Prof. Jaccard predicts that the Nanaimo project will be delayed. He figures that other energy options will emerge, namely co-generation, which is the simultaneous production of electricity and steam in a process that many industry observers say is energy efficient and cost effective.

Although the political left has seized upon the gas-fired project as a symbol of Liberal incompetence, it was former NDP premier Glen Clark who supported the concept when it was proposed in 1996 for Port Alberni, said David Austin, a Vancouver-based energy analyst and lawyer who represents independent power producers.

Environmentalists, unions and New Democrats "are wailing away but have conveniently forgotten the past," he said.

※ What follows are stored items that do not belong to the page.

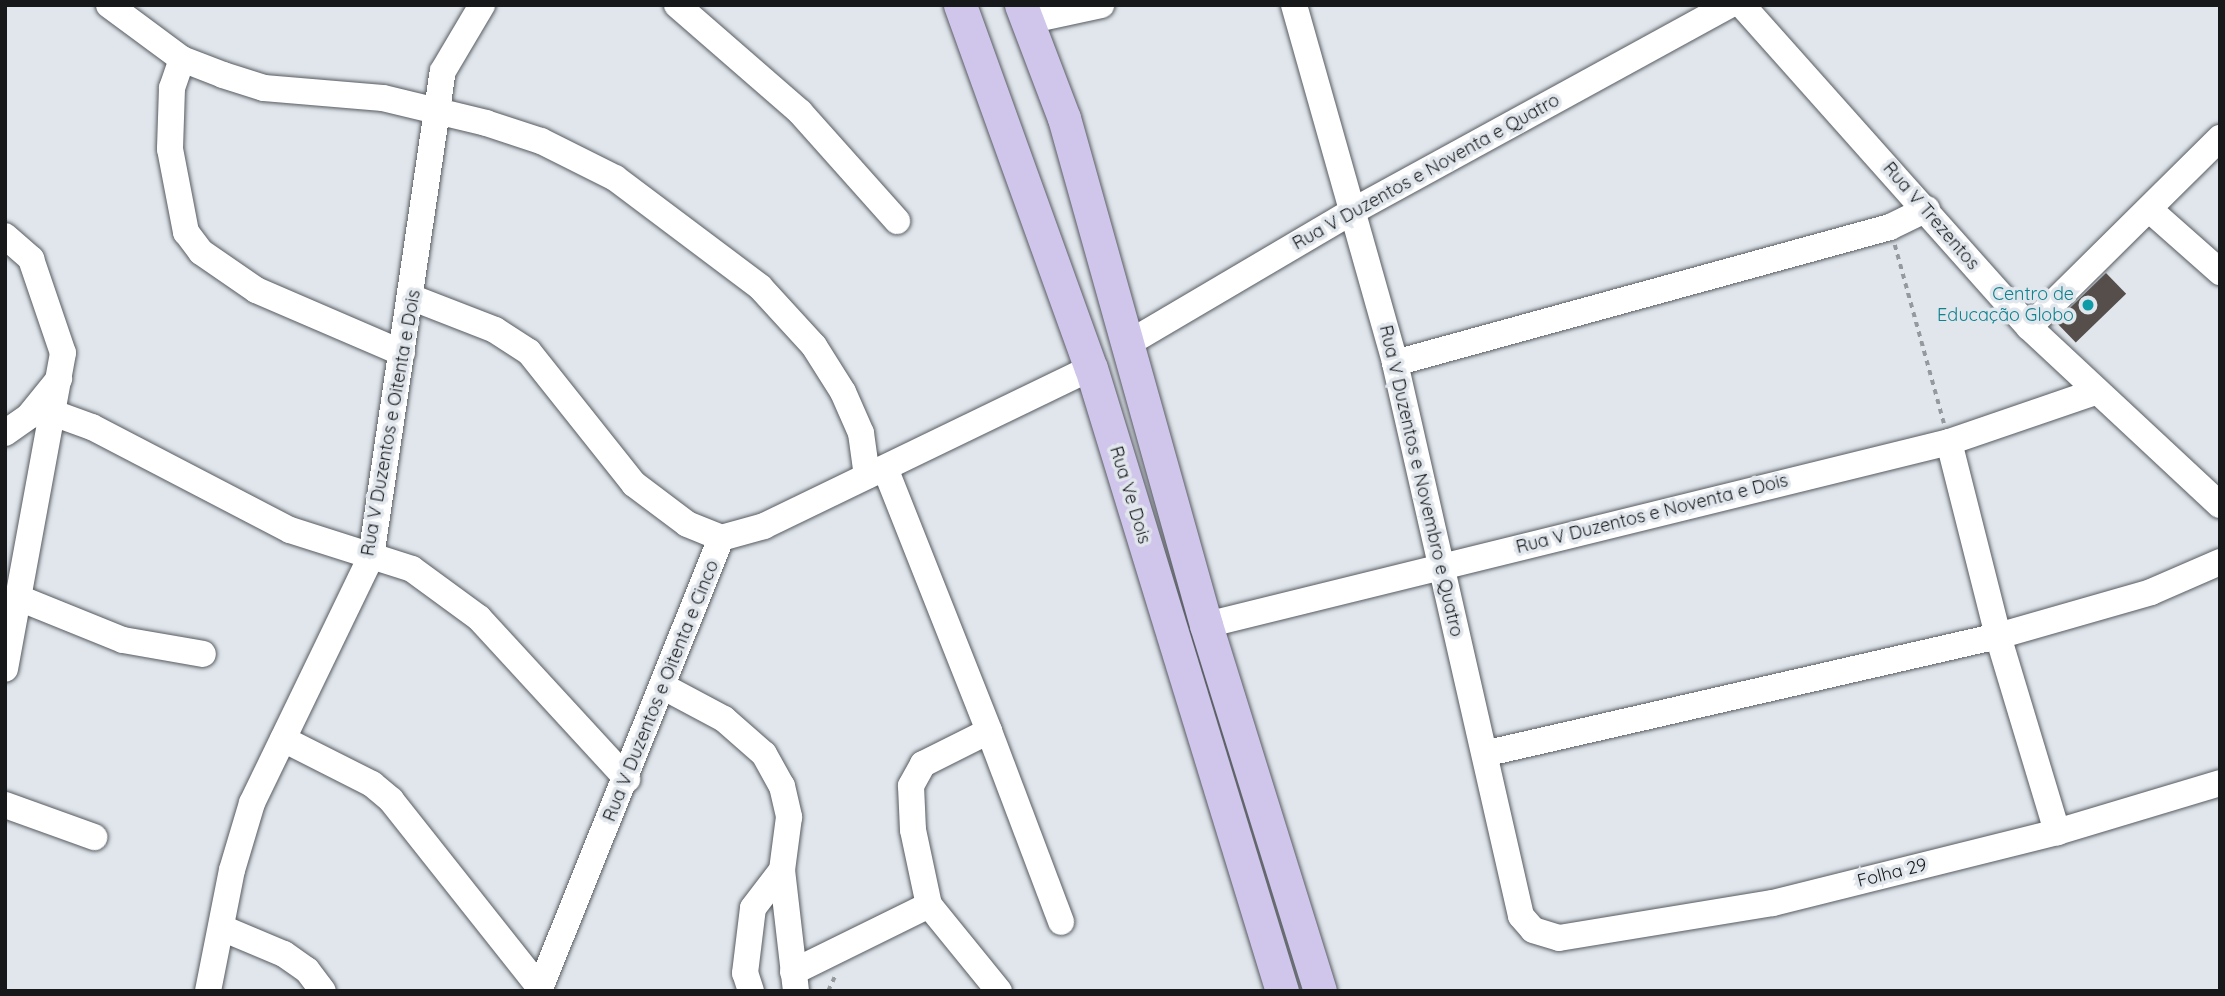 <!DOCTYPE html>
<html>
<head>
<meta charset="utf-8">
<style>
	body { margin:0 }
	#map { position:relative; width:2225px; height:996px; overflow:hidden; background:#e0e6ec; font-family:Quicksand,sans-serif }
	div>[style] { position:absolute }
	.building>* { inset:0; background:#554e4b; transform-origin:0 0 }
	.path>* { height:3.5px; margin-top:-1.75px; transform-origin:0; background:repeating-linear-gradient(90deg,#95999e 0 5px,transparent 0 10px) }
	.roads { filter:drop-shadow(0 0 2px #575c61) drop-shadow(0 0 2px #575c61) }
	.minor>* { height:26px; margin:-13px; padding:0 13px; transform-origin:13px; border-radius:13px; background:#fff }
	.major>* { height:33px; margin:-16.5px; padding:0 16.5px; transform-origin:16.5px; border-radius:16.5px; background:#d0c5eb }
	.dots>* { width:19px; height:19px; translate:-50% -50%; box-sizing:border-box; border:4px solid #e0e6ec; border-radius:50% }
	span { translate:-50% -50%; white-space:nowrap; text-align:center; line-height:1.15; -webkit-text-stroke:7px #e0e6ec; paint-order:stroke }
	.street-label { font-size:18px; color:#16181a }
	.culture-label { font-size:18px; color:#0d838f }
	.right { translate:-100% -50%; text-align:right }
	.frame { position:absolute; inset:0; border:7px solid #16181a; pointer-events:none }
</style>
</head>
<body>
<div id="map">
	<div class="building">
		<i style="left:2106px;top:273px;width:29px;height:70px;rotate:46deg"></i>
	</div>
	<div class="path">
		<i style="left:1895px;top:245px;width:185px;rotate:74.6deg"></i>
		<i style="left:828px;top:991px;width:19px;rotate:-65deg"></i>
	</div>
	<div class="roads">
		<div class="minor">
			<i style="left:109px;top:5px;width:91px;rotate:36.5deg"></i>
			<i style="left:182px;top:59px;width:44px;rotate:21.3deg"></i>
			<i style="left:223px;top:75px;width:43px;rotate:17.6deg"></i>
			<i style="left:264px;top:88px;width:119px;rotate:4.8deg"></i>
			<i style="left:383px;top:98px;width:106px;rotate:13.6deg"></i>
			<i style="left:486px;top:123px;width:58px;rotate:18.1deg"></i>
			<i style="left:541px;top:141px;width:83px;rotate:26.6deg"></i>
			<i style="left:615px;top:178px;width:181px;rotate:36.9deg"></i>
			<i style="left:760px;top:287px;width:80px;rotate:47.5deg"></i>
			<i style="left:814px;top:346px;width:54px;rotate:57.8deg"></i>
			<i style="left:843px;top:392px;width:45px;rotate:66.3deg"></i>
			<i style="left:861px;top:433px;width:43px;rotate:82.1deg"></i>
			<i style="left:677px;top:5px;width:163px;rotate:41deg"></i>
			<i style="left:800px;top:112px;width:146px;rotate:48.3deg"></i>
			<i style="left:1294px;top:5px;width:372px;rotate:74.2deg"></i>
			<i style="left:1395px;top:363px;width:567px;rotate:77.16deg"></i>
			<i style="left:1521px;top:916px;width:18px;rotate:49deg"></i>
			<i style="left:1533px;top:930px;width:27px;rotate:17deg"></i>
			<i style="left:1559px;top:938px;width:217px;rotate:-9.3deg"></i>
			<i style="left:1773px;top:903px;width:293px;rotate:-14deg"></i>
			<i style="left:2057px;top:832px;width:170px;rotate:-16.7deg"></i>
			<i style="left:1742px;top:5px;width:431px;rotate:48.3deg"></i>
			<i style="left:2029px;top:327px;width:261px;rotate:43deg"></i>
			<i style="left:1027px;top:21px;width:76px;rotate:-12.2deg"></i>
			<i style="left:182px;top:59px;width:31px;rotate:109deg"></i>
			<i style="left:172px;top:88px;width:61px;rotate:91.9deg"></i>
			<i style="left:170px;top:149px;width:85px;rotate:79.1deg"></i>
			<i style="left:186px;top:232px;width:25px;rotate:53deg"></i>
			<i style="left:201px;top:252px;width:67px;rotate:34.6deg"></i>
			<i style="left:256px;top:290px;width:159px;rotate:23.3deg"></i>
			<i style="left:2150px;top:210px;width:94px;rotate:41.5deg"></i>
			<i style="left:5px;top:236px;width:35px;rotate:41deg"></i>
			<i style="left:31px;top:259px;width:99px;rotate:71.2deg"></i>
			<i style="left:63px;top:353px;width:321px;rotate:100.4deg"></i>
			<i style="left:413px;top:298px;width:88px;rotate:21.3deg"></i>
			<i style="left:495px;top:330px;width:40px;rotate:32.9deg"></i>
			<i style="left:529px;top:352px;width:169px;rotate:51.5deg"></i>
			<i style="left:634px;top:484px;width:66px;rotate:37deg"></i>
			<i style="left:687px;top:524px;width:37px;rotate:22deg"></i>
			<i style="left:2029px;top:327px;width:269px;rotate:-44.7deg"></i>
			<i style="left:1127px;top:344px;width:262px;rotate:-30.5deg"></i>
			<i style="left:1353px;top:211px;width:429px;rotate:-28.7deg"></i>
			<i style="left:1395px;top:363px;width:513px;rotate:-15.36deg"></i>
			<i style="left:1890px;top:227px;width:41px;rotate:-25.9deg"></i>
			<i style="left:56px;top:414px;width:38px;rotate:20deg"></i>
			<i style="left:92px;top:427px;width:223px;rotate:27.5deg"></i>
			<i style="left:290px;top:530px;width:128px;rotate:17.7deg"></i>
			<i style="left:412px;top:569px;width:83px;rotate:36.2deg"></i>
			<i style="left:479px;top:618px;width:219px;rotate:47.4deg"></i>
			<i style="left:5px;top:433px;width:29px;rotate:-35deg"></i>
			<i style="left:29px;top:416px;width:48px;rotate:-51deg"></i>
			<i style="left:1949px;top:442px;width:200px;rotate:75.8deg"></i>
			<i style="left:1998px;top:636px;width:205px;rotate:73.2deg"></i>
			<i style="left:885px;top:468px;width:283px;rotate:68.4deg"></i>
			<i style="left:989px;top:731px;width:74px;rotate:153.4deg"></i>
			<i style="left:923px;top:764px;width:25px;rotate:119deg"></i>
			<i style="left:911px;top:786px;width:44px;rotate:87.4deg"></i>
			<i style="left:913px;top:830px;width:77px;rotate:78deg"></i>
			<i style="left:929px;top:905px;width:111px;rotate:50.9deg"></i>
			<i style="left:721px;top:538px;width:45px;rotate:-15.6deg"></i>
			<i style="left:764px;top:526px;width:363px;rotate:-25.8deg"></i>
			<i style="left:19px;top:598px;width:112px;rotate:22deg"></i>
			<i style="left:123px;top:640px;width:81px;rotate:9.9deg"></i>
			<i style="left:1206px;top:625px;width:765px;rotate:-13.84deg"></i>
			<i style="left:1949px;top:442px;width:154px;rotate:-18.9deg"></i>
			<i style="left:664px;top:687px;width:68px;rotate:28.1deg"></i>
			<i style="left:724px;top:719px;width:53px;rotate:41.2deg"></i>
			<i style="left:764px;top:754px;width:37px;rotate:61deg"></i>
			<i style="left:782px;top:786px;width:32px;rotate:77deg"></i>
			<i style="left:789px;top:817px;width:53px;rotate:97.5deg"></i>
			<i style="left:782px;top:870px;width:122px;rotate:83.4deg"></i>
			<i style="left:989px;top:731px;width:204px;rotate:69.3deg"></i>
			<i style="left:283px;top:739px;width:100px;rotate:26.8deg"></i>
			<i style="left:372px;top:784px;width:25px;rotate:40deg"></i>
			<i style="left:391px;top:800px;width:240px;rotate:51.6deg"></i>
			<i style="left:1488px;top:753px;width:523px;rotate:-12.92deg"></i>
			<i style="left:1998px;top:636px;width:159px;rotate:-16deg"></i>
			<i style="left:2151px;top:592px;width:75px;rotate:-23.5deg"></i>
			<i style="left:5px;top:805px;width:95px;rotate:19.8deg"></i>
			<i style="left:222px;top:928px;width:67px;rotate:22.8deg"></i>
			<i style="left:284px;top:954px;width:28px;rotate:35deg"></i>
			<i style="left:307px;top:970px;width:26px;rotate:53deg"></i>
			<i style="left:793px;top:972px;width:152px;rotate:-26.2deg"></i>
			<i style="left:208px;top:991px;width:123px;rotate:-78.8deg"></i>
			<i style="left:232px;top:870px;width:70px;rotate:-73.4deg"></i>
			<i style="left:252px;top:803px;width:273px;rotate:-64.2deg"></i>
			<i style="left:371px;top:557px;width:491px;rotate:-81.6deg"></i>
			<i style="left:443px;top:71px;width:77px;rotate:-59.4deg"></i>
			<i style="left:539px;top:991px;width:488px;rotate:-68.1deg"></i>
			<i style="left:751px;top:991px;width:19px;rotate:-108deg"></i>
			<i style="left:745px;top:973px;width:65px;rotate:-83deg"></i>
			<i style="left:753px;top:908px;width:48px;rotate:-52.7deg"></i>
		</div>
		<div class="major">
			<i style="left:960px;top:5px;width:386px;rotate:70.2deg"></i>
			<i style="left:1091px;top:368px;width:652px;rotate:72.96deg"></i>
			<i style="left:1021px;top:5px;width:121px;rotate:69.2deg"></i>
			<i style="left:1064px;top:118px;width:527px;rotate:74.35deg"></i>
			<i style="left:1206px;top:625px;width:383px;rotate:72.7deg"></i>
		</div>
	</div>
	<div class="dots">
		<i style="left:2088px;top:305px;background:#0f9aa8"></i>
	</div>
	<div class="street-label">
		<span style="left:1426px;top:172px;rotate:-29deg">Rua V Duzentos e Noventa e Quatro</span>
		<span style="left:1931px;top:216px;rotate:49deg">Rua V Trezentos</span>
		<span style="left:391px;top:423px;rotate:-80deg">Rua V Duzentos e Oitenta e Dois</span>
		<span style="left:1421px;top:481px;rotate:77deg">Rua V Duzentos e Novembro e Quatro</span>
		<span style="left:1130px;top:495px;rotate:73deg">Rua Ve Dois</span>
		<span style="left:1652px;top:514px;rotate:-14deg">Rua V Duzentos e Noventa e Dois</span>
		<span style="left:661px;top:691px;rotate:-68deg">Rua V Duzentos e Oitenta e Cinco</span>
		<span style="left:1892px;top:873px;rotate:-14deg">Folha 29</span>
	</div>
	<div class="culture-label">
		<span class="right" style="left:2074px;top:305px">Centro de<br>Educação Globo</span>
	</div>
	<div class="frame"></div>
</div>
</body>
</html>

"The Nanaimo project no longer makes any economic sense because of the increase in capital costs and delays in the pipeline. If you proceed, the cost of producing electricity is going to be incredibly high," Mr. Austin said. "This thing has such a long history. It's a financial mutt with bad fleas."

With power shortfalls envisaged within two years, Vancouver Island residents are being urged by B.C. Hydro to do their part to conserve energy and avoid having the island's lights go off because of electricity shortages at peak times.